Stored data
★ ★ ★ ★

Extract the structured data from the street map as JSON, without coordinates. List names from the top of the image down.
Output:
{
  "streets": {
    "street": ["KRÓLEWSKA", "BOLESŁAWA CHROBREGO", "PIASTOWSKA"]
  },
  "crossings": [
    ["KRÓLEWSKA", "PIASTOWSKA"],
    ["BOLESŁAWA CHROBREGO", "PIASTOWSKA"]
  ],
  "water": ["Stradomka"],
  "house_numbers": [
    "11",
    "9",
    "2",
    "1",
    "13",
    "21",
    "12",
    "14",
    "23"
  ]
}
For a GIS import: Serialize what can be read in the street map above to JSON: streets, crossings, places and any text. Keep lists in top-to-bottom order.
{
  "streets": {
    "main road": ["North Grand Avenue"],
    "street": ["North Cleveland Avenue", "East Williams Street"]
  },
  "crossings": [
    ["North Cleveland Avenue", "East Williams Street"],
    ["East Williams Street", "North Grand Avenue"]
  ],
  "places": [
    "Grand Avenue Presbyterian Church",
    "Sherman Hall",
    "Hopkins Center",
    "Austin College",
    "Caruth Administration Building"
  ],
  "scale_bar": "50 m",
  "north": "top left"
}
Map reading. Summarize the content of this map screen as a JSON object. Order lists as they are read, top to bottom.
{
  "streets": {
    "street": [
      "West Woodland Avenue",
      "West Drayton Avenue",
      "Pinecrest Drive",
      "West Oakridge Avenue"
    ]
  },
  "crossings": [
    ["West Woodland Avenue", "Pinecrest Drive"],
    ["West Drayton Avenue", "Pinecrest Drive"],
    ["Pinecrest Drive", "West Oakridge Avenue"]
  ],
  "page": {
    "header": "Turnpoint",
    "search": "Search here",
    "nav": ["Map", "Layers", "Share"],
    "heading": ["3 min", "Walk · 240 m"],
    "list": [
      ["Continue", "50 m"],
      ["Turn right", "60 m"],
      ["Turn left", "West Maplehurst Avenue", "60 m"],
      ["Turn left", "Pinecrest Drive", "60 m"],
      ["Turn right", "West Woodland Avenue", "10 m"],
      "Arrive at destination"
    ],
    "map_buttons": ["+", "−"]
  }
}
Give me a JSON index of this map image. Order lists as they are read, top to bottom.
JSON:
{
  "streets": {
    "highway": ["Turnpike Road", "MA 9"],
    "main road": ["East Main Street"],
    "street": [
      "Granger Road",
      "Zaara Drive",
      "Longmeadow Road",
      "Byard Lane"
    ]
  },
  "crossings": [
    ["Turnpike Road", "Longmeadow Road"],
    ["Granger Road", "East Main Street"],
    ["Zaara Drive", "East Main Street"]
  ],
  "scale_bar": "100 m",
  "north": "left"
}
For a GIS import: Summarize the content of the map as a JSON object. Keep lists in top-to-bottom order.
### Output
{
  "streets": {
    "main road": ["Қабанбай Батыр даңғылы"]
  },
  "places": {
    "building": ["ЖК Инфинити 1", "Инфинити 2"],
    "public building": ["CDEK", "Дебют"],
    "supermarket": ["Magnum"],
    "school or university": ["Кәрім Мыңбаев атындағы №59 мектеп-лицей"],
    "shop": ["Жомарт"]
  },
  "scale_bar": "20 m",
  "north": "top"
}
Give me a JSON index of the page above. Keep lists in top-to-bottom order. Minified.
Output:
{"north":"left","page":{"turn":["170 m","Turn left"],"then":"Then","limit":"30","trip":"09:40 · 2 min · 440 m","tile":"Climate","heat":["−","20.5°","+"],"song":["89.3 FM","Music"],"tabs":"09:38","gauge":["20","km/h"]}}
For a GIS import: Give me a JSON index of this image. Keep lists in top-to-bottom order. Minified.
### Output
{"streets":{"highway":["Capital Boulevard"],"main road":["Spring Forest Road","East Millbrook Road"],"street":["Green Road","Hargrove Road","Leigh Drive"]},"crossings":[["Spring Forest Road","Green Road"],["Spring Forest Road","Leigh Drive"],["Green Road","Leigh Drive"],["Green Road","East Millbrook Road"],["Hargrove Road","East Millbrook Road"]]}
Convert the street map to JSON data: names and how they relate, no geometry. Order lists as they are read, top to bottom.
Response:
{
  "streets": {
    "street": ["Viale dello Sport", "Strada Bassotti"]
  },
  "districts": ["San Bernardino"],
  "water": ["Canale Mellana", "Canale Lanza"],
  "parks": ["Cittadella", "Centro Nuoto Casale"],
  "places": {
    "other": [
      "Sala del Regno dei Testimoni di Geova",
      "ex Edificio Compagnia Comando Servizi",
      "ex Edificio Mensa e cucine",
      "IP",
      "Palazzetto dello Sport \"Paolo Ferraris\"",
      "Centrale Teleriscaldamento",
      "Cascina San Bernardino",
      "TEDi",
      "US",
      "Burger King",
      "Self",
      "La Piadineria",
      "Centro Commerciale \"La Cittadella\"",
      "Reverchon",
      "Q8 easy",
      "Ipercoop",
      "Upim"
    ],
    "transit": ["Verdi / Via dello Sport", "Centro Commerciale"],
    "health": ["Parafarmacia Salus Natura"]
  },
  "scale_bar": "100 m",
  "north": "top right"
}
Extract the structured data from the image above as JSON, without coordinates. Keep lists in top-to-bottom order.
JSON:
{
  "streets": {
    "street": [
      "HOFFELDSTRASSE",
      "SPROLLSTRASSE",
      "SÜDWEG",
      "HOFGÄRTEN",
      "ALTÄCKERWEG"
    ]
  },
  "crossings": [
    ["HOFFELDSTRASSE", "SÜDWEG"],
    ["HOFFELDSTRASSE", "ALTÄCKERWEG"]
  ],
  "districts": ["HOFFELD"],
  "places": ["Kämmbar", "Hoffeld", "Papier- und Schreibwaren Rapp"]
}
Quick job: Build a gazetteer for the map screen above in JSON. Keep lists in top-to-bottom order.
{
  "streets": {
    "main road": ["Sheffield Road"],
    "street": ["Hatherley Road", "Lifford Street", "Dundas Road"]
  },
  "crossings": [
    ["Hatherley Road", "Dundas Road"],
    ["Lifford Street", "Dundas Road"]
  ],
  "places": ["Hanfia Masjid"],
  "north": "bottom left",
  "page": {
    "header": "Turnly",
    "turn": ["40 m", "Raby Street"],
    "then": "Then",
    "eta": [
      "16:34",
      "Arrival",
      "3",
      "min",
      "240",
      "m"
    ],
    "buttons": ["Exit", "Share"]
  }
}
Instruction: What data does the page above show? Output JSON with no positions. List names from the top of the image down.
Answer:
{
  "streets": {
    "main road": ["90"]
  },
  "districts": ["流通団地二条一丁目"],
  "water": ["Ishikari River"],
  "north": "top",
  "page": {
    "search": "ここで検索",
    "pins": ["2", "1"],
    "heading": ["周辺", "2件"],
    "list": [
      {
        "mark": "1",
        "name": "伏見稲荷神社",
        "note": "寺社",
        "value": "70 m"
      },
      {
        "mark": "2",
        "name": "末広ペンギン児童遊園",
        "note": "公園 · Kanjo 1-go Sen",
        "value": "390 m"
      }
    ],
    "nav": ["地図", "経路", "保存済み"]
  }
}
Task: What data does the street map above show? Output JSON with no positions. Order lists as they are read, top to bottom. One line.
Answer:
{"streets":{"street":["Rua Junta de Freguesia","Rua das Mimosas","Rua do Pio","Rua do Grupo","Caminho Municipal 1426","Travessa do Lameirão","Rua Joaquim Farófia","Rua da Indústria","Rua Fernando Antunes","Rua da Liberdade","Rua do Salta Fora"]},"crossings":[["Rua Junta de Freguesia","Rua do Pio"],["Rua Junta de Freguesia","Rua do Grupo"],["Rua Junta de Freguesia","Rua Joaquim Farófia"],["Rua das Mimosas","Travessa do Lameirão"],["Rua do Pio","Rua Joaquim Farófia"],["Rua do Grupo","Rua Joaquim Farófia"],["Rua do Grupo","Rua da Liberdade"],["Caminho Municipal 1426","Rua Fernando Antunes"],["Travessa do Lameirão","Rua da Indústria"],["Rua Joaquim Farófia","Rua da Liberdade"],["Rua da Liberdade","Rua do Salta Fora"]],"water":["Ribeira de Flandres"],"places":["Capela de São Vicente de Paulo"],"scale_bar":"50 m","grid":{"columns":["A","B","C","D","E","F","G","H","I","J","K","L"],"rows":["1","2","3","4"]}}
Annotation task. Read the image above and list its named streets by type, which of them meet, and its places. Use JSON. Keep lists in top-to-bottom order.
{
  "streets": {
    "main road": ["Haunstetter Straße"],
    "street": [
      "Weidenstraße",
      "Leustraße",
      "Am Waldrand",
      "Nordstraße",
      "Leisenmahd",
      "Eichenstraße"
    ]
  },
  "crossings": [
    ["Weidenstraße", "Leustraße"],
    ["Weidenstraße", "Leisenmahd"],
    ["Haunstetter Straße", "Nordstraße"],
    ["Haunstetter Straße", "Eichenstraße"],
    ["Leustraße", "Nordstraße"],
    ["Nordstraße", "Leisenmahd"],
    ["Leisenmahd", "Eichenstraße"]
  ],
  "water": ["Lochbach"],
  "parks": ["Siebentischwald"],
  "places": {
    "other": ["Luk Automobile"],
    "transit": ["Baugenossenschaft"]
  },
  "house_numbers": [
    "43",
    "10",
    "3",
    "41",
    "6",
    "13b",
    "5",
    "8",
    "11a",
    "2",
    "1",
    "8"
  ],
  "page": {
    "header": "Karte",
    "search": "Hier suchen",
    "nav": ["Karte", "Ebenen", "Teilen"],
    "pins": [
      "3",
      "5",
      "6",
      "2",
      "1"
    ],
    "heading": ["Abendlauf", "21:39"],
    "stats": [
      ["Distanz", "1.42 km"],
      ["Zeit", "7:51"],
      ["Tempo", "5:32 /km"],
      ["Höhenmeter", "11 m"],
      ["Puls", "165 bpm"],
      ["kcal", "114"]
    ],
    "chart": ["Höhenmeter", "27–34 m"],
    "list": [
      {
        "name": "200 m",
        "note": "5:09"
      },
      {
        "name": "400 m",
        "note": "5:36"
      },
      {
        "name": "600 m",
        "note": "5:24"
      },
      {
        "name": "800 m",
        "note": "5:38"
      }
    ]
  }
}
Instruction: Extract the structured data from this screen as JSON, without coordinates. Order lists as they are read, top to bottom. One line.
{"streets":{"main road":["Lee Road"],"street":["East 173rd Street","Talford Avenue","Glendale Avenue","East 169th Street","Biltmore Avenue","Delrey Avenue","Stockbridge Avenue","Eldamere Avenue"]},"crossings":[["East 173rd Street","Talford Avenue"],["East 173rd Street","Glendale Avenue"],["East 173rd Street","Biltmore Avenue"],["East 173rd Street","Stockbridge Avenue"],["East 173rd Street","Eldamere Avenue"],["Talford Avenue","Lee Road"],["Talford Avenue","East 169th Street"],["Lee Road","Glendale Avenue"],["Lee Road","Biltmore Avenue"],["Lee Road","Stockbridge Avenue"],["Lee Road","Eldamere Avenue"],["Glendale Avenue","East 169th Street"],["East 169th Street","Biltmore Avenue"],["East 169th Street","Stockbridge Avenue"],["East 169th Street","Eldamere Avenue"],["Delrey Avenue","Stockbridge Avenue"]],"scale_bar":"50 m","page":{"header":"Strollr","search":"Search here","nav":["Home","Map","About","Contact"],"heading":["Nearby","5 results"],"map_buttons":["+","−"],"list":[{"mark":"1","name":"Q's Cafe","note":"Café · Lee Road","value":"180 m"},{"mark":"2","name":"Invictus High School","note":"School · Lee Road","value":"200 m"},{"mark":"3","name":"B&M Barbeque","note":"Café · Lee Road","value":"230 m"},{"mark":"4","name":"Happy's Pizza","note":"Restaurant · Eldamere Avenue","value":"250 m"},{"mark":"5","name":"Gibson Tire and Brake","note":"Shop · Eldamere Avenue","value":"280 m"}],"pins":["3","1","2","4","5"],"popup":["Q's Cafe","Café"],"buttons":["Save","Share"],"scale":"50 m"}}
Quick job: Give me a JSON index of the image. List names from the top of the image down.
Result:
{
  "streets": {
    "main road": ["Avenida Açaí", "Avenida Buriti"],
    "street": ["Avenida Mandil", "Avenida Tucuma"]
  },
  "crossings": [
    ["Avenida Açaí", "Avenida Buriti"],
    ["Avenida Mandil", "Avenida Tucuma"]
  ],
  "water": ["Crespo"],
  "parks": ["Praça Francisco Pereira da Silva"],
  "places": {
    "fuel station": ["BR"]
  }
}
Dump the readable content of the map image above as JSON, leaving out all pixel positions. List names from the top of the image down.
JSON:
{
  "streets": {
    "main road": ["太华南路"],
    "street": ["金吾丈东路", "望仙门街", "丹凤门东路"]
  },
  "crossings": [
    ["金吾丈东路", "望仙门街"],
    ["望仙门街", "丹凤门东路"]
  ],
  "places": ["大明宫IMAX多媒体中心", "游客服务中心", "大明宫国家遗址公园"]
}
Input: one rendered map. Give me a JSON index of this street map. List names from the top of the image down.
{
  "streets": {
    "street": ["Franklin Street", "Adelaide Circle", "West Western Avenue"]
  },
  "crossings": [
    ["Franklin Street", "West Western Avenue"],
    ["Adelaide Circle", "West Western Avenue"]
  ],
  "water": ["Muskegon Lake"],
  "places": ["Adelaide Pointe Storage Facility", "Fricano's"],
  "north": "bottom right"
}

★ ★ ★ ★

EXERCISE PROMPT |
When the string "does" appears in a line of the records above, that line is to be copied.

EXERCISE RESULT |
Instruction: What data does the page above show? Output JSON with no positions. List names from the top of the image down.
Task: What data does the street map above show? Output JSON with no positions. Order lists as they are read, top to bottom. One line.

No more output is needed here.